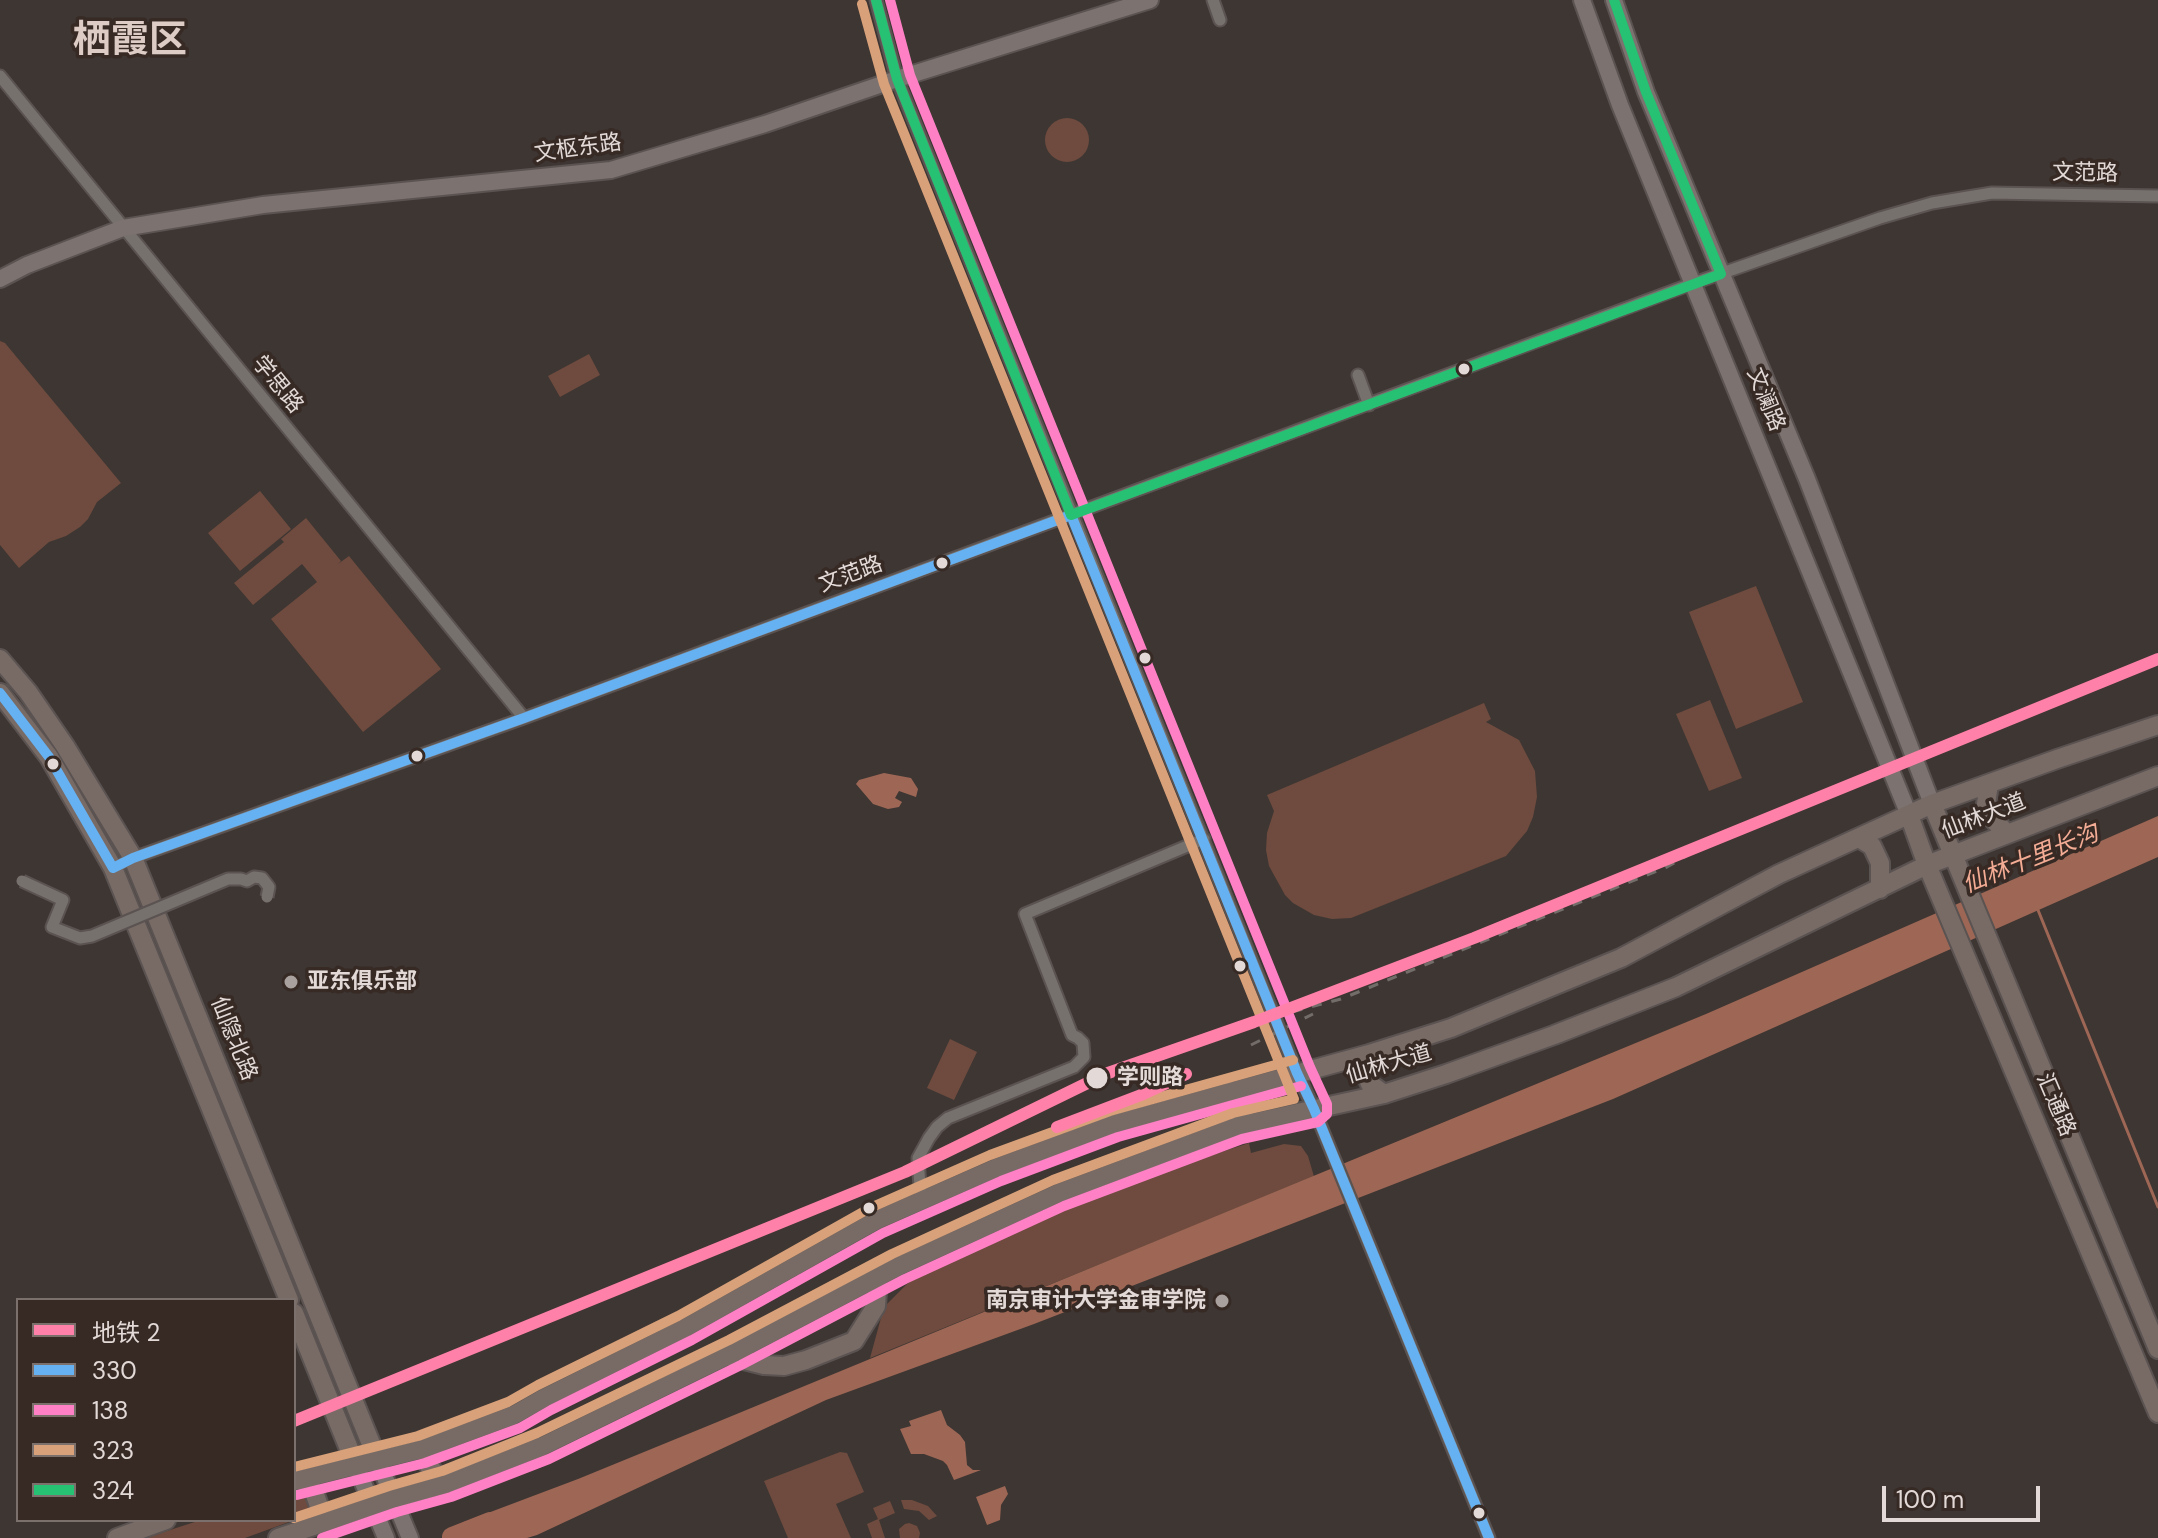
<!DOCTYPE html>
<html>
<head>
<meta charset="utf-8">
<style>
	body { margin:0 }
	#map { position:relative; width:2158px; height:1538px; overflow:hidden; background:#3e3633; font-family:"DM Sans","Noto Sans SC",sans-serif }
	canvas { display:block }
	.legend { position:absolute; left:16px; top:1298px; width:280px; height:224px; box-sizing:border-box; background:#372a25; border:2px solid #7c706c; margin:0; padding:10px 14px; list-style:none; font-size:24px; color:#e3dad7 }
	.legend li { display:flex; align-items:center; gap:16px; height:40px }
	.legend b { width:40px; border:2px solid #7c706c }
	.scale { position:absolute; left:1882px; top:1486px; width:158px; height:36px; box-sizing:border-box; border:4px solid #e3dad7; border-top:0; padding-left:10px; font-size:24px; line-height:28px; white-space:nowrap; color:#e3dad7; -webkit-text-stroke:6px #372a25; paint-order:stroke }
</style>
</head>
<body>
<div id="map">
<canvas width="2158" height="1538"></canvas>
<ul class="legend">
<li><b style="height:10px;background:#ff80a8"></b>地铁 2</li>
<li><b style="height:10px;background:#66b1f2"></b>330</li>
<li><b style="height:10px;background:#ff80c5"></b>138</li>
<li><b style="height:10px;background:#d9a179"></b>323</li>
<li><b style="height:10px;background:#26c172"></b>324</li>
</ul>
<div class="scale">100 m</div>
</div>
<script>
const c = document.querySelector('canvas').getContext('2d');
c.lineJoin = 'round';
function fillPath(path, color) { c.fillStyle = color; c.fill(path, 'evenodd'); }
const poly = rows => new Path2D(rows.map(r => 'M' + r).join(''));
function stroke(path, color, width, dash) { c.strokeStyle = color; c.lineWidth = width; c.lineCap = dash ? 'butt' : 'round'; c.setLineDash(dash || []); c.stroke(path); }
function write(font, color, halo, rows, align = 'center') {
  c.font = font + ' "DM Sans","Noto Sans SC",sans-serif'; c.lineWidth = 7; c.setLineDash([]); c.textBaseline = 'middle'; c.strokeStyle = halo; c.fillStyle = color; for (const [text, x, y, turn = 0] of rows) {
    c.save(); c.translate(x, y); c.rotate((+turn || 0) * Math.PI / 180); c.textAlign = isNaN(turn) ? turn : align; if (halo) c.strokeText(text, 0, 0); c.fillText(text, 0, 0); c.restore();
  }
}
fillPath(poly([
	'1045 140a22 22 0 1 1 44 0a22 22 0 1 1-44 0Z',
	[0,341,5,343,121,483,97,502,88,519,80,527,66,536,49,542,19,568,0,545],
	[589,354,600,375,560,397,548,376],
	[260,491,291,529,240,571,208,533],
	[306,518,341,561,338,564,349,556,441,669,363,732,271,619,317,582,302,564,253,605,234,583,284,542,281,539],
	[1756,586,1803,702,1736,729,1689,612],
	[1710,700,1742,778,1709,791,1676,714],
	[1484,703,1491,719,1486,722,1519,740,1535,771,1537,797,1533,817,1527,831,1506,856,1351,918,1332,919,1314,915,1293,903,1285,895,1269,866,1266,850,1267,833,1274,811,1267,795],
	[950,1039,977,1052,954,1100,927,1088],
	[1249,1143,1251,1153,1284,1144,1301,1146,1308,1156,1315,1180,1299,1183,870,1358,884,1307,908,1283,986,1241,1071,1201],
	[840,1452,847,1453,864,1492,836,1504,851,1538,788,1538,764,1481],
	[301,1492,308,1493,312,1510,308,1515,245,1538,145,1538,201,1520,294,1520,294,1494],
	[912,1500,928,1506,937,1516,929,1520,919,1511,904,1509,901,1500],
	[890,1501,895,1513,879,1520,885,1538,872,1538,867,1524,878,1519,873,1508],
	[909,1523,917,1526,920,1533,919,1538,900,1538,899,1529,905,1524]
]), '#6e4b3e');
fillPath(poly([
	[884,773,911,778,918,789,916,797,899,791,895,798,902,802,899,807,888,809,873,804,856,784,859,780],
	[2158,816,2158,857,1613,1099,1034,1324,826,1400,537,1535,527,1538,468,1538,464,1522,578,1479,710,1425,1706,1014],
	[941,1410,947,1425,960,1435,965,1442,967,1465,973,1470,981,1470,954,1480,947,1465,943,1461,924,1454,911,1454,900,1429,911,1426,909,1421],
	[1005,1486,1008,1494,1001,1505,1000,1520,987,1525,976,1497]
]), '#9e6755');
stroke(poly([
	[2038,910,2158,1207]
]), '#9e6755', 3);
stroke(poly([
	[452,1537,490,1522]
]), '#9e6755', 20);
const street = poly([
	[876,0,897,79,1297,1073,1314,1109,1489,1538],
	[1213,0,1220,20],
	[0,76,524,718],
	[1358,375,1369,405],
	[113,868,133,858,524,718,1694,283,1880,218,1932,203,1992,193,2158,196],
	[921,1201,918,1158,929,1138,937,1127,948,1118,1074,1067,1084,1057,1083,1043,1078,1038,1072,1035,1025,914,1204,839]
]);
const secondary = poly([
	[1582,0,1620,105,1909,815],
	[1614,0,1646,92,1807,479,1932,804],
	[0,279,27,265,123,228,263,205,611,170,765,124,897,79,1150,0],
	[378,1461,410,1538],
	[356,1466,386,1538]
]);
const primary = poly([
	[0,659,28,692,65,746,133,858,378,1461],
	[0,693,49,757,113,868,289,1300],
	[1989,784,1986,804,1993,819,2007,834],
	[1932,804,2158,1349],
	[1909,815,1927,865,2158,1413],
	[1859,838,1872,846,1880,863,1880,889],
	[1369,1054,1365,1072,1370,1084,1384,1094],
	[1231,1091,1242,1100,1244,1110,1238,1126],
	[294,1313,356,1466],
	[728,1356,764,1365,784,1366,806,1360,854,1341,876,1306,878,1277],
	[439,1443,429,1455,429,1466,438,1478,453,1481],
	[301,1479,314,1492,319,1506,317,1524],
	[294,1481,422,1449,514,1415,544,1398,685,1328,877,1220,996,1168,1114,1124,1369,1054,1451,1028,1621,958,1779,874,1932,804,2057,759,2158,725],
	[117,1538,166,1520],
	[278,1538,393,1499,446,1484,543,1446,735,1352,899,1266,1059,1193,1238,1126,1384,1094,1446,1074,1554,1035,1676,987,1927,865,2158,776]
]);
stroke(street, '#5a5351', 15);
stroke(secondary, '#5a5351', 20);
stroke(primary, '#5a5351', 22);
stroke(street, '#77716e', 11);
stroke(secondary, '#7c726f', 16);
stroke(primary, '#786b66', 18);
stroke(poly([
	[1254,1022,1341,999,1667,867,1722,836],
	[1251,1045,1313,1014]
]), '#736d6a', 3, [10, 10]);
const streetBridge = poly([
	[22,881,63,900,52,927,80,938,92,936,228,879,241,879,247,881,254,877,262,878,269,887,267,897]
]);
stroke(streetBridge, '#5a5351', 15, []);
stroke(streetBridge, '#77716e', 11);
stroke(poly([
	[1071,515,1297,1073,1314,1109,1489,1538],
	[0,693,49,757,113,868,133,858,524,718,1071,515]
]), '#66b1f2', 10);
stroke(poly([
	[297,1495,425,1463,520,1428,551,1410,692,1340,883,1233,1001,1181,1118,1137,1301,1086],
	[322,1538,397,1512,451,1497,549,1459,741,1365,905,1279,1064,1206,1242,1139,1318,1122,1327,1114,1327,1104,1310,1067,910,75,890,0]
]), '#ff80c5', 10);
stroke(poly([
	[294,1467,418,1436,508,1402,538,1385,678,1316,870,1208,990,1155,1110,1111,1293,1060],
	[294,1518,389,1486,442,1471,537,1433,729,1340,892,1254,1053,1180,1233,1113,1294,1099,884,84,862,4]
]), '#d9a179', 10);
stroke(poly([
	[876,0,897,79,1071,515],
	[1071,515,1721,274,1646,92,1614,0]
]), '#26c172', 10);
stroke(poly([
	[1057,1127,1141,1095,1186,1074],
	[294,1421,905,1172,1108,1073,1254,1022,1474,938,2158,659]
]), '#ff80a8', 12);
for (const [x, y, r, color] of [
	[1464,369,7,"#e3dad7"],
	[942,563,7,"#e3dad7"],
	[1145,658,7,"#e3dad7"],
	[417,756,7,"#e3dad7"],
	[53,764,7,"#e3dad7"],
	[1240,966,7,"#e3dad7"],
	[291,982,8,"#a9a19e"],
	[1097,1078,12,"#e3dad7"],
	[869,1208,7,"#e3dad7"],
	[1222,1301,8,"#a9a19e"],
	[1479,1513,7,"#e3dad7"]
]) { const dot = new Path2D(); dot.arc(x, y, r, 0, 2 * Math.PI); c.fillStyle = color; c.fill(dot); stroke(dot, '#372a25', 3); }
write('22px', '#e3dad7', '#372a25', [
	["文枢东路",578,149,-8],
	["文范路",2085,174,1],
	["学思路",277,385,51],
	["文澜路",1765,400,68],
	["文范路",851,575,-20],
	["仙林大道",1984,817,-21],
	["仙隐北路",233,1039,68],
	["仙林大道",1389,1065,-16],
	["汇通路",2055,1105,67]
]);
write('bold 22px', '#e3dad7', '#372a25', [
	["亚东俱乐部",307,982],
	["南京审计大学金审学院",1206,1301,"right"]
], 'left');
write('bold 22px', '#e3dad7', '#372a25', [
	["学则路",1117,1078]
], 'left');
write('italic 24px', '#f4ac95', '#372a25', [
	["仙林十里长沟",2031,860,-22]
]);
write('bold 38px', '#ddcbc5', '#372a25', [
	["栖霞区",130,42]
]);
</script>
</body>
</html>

Instructions for the task: What is needed is an exact copy of the lines from the one containing "2 * Math.PI);" through the last line of the records above, both included.

Expected output:
]) { const dot = new Path2D(); dot.arc(x, y, r, 0, 2 * Math.PI); c.fillStyle = color; c.fill(dot); stroke(dot, '#372a25', 3); }
write('22px', '#e3dad7', '#372a25', [
	["文枢东路",578,149,-8],
	["文范路",2085,174,1],
	["学思路",277,385,51],
	["文澜路",1765,400,68],
	["文范路",851,575,-20],
	["仙林大道",1984,817,-21],
	["仙隐北路",233,1039,68],
	["仙林大道",1389,1065,-16],
	["汇通路",2055,1105,67]
]);
write('bold 22px', '#e3dad7', '#372a25', [
	["亚东俱乐部",307,982],
	["南京审计大学金审学院",1206,1301,"right"]
], 'left');
write('bold 22px', '#e3dad7', '#372a25', [
	["学则路",1117,1078]
], 'left');
write('italic 24px', '#f4ac95', '#372a25', [
	["仙林十里长沟",2031,860,-22]
]);
write('bold 38px', '#ddcbc5', '#372a25', [
	["栖霞区",130,42]
]);
</script>
</body>
</html>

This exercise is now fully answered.